The wheelchair symbol should only be used to indicate access for individuals with limited mobility, including wheelchair users. For example, the symbol is used to indicate an accessible entrance, bathroom or that a phone is lowered for wheelchair users. Remember that a ramped entrance is not completely accessible if there are no curb cuts, and an elevator is not accessible if it can only be reached via steps.

Audio Description for TV, Video and Film

The letters AD in white on a black background.

This service makes television, video, and film more accessible for persons who are blind or have low vision. Description of visual elements is provided by a trained Audio Describer through the Secondary Audio Program (SAP) of televisions and monitors equipped with stereo sound. An adapter for non-stereo TVs is available through the American Foundation for the Blind, (800) 829-0500.

Telephone Typewriter (TTY)

Symbol of phone handset over keyboard.

Also known as text telephone (TT), or telecommunications device for the deaf (TDD), TTY indicates a telephone device used with the telephone (and the phone number) for communication between deaf, hard of hearing, speech-impaired and/or hearing persons.

Volume Control Telephone

Phone handset with volume symbol coming from earpiece.
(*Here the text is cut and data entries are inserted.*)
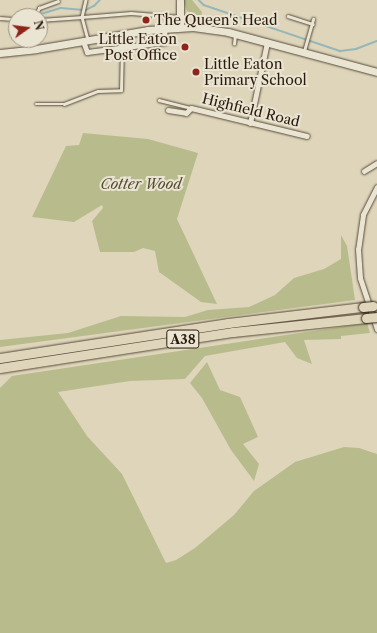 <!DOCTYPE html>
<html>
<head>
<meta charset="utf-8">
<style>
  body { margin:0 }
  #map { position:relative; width:377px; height:633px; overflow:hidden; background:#ded5bb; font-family:"Libre Caslon Text",serif }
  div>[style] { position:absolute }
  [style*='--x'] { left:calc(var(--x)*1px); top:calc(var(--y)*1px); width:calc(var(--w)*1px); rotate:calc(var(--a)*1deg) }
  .green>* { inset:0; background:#b8bc8c }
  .stream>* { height:1.5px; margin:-0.75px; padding:0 0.75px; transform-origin:0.75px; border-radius:0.75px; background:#95b7b7 }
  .roads { filter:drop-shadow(0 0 1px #584a38) drop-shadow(0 0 1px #584a38) }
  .lane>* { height:2.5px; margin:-1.25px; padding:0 1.25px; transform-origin:1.25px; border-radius:1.25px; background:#eae4d3 }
  .street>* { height:5px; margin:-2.5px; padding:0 2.5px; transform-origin:2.5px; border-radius:2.5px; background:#eae4d3 }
  .secondary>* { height:7px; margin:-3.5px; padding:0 3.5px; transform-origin:3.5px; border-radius:3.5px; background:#eae4d3 }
  .highway>* { height:9px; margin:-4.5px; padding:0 4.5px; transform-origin:4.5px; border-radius:4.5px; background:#ded5bb }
  .bridges { filter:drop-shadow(0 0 1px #2c1b0c) drop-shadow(0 0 1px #2c1b0c) }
  .highway-bridge>* { height:9px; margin:-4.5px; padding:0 4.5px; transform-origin:4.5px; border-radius:4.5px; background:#ded5bb }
  .dots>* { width:11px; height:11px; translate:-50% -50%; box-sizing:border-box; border:2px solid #eae4d3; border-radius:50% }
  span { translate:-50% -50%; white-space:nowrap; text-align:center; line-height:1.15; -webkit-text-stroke:4px #eae4d3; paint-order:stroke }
  .shield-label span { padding:1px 3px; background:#eae4d3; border:1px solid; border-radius:3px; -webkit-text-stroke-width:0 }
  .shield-label { font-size:13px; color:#2c1b0c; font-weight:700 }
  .poi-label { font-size:14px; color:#2c1b0c }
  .left { translate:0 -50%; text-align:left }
  .right { translate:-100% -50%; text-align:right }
  .street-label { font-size:14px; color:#2c1b0c }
  .park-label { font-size:14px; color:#564b32; font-style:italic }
  .north { position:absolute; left:8px; top:8px; width:40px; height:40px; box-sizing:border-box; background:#eae4d3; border:1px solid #9e9483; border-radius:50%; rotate:76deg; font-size:11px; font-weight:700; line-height:16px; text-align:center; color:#2c1b0c }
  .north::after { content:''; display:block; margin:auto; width:14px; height:18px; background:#8f2418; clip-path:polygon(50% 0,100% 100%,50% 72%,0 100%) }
</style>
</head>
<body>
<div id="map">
  <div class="green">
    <div style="clip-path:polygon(183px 0,192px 0,202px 12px,201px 18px,187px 11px)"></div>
    <div style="clip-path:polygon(83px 133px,148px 139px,198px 153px,177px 219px,217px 304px,201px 302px,159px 272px,155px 251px,143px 248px,134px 252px,100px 252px,92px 221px,103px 208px,102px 205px,74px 222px,32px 217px,66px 146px,79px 145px)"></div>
    <div style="clip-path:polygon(341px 235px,347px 246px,355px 300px,0 347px,0 340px,68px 333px,121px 316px,185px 317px,208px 310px,249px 307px,275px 295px,294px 278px,324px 269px,341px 259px)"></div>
    <div style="clip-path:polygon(367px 323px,370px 333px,341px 336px,341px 339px,304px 340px,312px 364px,297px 358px,285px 342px,205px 356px,185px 379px,130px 381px,58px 392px,87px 436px,122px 474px,166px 563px,176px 560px,195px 548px,234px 515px,254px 491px,295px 462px,344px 447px,359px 448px,377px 454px,377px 633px,0 633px,0 388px,12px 376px)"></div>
    <div style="clip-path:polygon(207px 362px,220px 390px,240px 397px,258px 437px,243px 444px,259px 464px,254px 481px,231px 450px,202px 398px,190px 383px)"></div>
  </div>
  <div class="stream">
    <div style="--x:199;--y:0;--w:7;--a:45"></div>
    <div style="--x:204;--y:5;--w:144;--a:18.7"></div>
    <div style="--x:340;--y:51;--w:16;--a:-7"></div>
    <div style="--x:356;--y:49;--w:22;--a:-21"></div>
    <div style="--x:41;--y:14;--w:21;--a:-17"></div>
    <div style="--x:61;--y:8;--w:25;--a:5"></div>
    <div style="--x:86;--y:10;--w:9;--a:-27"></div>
    <div style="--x:94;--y:6;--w:8;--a:-45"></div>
  </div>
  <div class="roads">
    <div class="lane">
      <div style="--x:86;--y:0;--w:17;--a:103"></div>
      <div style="--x:82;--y:17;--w:49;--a:-4.7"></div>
      <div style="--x:131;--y:13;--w:49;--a:4.7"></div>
      <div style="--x:35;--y:16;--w:9;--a:-63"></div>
      <div style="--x:39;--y:8;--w:20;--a:-20"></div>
      <div style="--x:288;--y:16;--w:26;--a:18"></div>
      <div style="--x:0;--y:18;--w:16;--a:4"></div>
      <div style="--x:40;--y:20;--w:42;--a:-4.1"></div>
      <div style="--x:82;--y:17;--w:23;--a:75"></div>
      <div style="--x:234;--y:44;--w:10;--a:-84"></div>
      <div style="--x:304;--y:51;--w:33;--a:-74"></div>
      <div style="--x:159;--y:100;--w:33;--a:14"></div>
      <div style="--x:36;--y:104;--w:28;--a:0"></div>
      <div style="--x:64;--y:104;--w:36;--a:-21"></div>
      <div style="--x:98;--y:91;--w:23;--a:-2"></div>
      <div style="--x:121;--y:90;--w:43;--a:-88.7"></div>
    </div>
    <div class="street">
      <div style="--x:83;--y:41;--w:12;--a:70"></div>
      <div style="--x:87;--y:52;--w:79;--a:-7.3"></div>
      <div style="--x:165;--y:42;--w:14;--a:-94"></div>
      <div style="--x:168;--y:110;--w:18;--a:9"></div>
      <div style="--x:186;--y:113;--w:7;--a:-45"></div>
      <div style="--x:191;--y:108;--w:119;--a:13.6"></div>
      <div style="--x:250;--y:123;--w:83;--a:-78.1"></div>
      <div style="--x:364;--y:171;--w:15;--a:-32"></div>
      <div style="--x:377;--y:187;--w:31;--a:117"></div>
      <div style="--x:363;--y:215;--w:34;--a:98"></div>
      <div style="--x:358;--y:249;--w:29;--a:86"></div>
      <div style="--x:360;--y:278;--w:54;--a:71.6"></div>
    </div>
    <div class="secondary">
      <div style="--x:180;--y:0;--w:27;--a:90"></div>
      <div style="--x:0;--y:53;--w:36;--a:-6"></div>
      <div style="--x:36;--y:49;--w:114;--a:-9.6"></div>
      <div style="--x:148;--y:30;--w:45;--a:-3.8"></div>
      <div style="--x:193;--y:27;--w:35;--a:8"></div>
      <div style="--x:228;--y:32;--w:154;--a:15"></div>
    </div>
    <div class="highway">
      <div style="--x:0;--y:358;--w:231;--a:-8.7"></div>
      <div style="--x:228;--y:323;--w:136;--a:-6.8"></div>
      <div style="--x:0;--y:368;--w:236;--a:-8.8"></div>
      <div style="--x:233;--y:332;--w:134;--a:-6"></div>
    </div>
  </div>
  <div class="bridges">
    <div class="highway-bridge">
      <div style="--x:363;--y:307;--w:10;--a:-6"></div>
      <div style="--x:366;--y:318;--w:11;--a:-5"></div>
    </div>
  </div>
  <div class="dots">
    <div style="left:146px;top:20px;background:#8f2418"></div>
    <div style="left:185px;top:47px;background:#8f2418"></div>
    <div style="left:196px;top:72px;background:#8f2418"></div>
  </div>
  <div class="shield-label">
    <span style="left:183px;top:339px">A38</span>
  </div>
  <div class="poi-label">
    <span class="left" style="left:154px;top:20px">The Queen's Head</span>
    <span class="right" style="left:177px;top:47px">Little Eaton<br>Post Office</span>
    <span class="left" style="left:204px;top:72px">Little Eaton<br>Primary School</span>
  </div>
  <div class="street-label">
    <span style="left:251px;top:110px;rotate:14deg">Highfield Road</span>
  </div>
  <div class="park-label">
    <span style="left:141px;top:184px">Cotter Wood</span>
  </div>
  <div class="north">N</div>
</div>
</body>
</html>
This symbol indicates the location of telephones that have handsets with amplified sound and/or adjustable volume controls.

Sign Language Interpretation

Two hands demonstrating sign-language.

The symbol indicates that Sign Language Interpretation is provided for a lecture, tour, performance, conference or other program.

Live Audio Description

The letter A superimposed on a vertical hashed background.

A service for people who are blind or have low vision that makes the performing and visual arts more accessible. A trained Audio Describer offers live commentary or narration (via headphones and a small transmitter) consisting of concise, objective descriptions of visual elements: for example, a theater performance or a visual arts exhibition at a museum.

Access for Hearing Loss

International symbol of access for hearing loss: an ear with a diagonal line through it.

This is the International Symbol of Access for Hearing Loss. Such systems typically transmit sound via hearing aids or head sets. They include infrared, loop and FM systems. Portable devices may be available from the same audiovisual equipment suppliers that service conferences and meetings.

Accessible Print

The words Large Print in black on a white background.

The symbol for large print is 'Large Print' printed in 18 Point or larger text. In addition to indicating that large print versions of books, pamphlets, museum guides and theater programs are available, you may use the symbol on conference or membership forms to indicate that print materials may be provided in large print. Sans serif or modified serif print with good contrast is highly recommended, and special attention should be paid to letter and word spacing.

The Information Symbol

Question mark within a circle.

The most valuable commodity of today's society is information; to a person with a disability it is essential. For example, the symbol may be used on signage or on a floor plan to indicate the location of the information or security desk, where there is more specific information or materials concerning access accommodations and services such as "LARGE PRINT" materials, audio cassette recordings of materials, or sign interpreted tours.

Closed Captioning (CC)

The letters C C in black on a white background.

This symbol indicates that a television program or videotape is closed captioned for deaf or hard of hearing persons (and others). TV sets that have a built-in or a separate decoder are equipped to display dialogue for programs that are captioned. The Television Decoder Circuitry Act of 1990 requires new TV sets (with screens 13" or larger) to have built-in decoders as of July, 1993. Also, videos that are part of exhibitions may be closed captioned using the symbol with instructions to press a button for captioning. The alternative would be open captioning, which translates dialogue and other sounds in print.

Braille Symbol

Two columns of three dots representing braille.

This symbol indicates that printed matter is available in Braille, including exhibition labeling, publications and signage.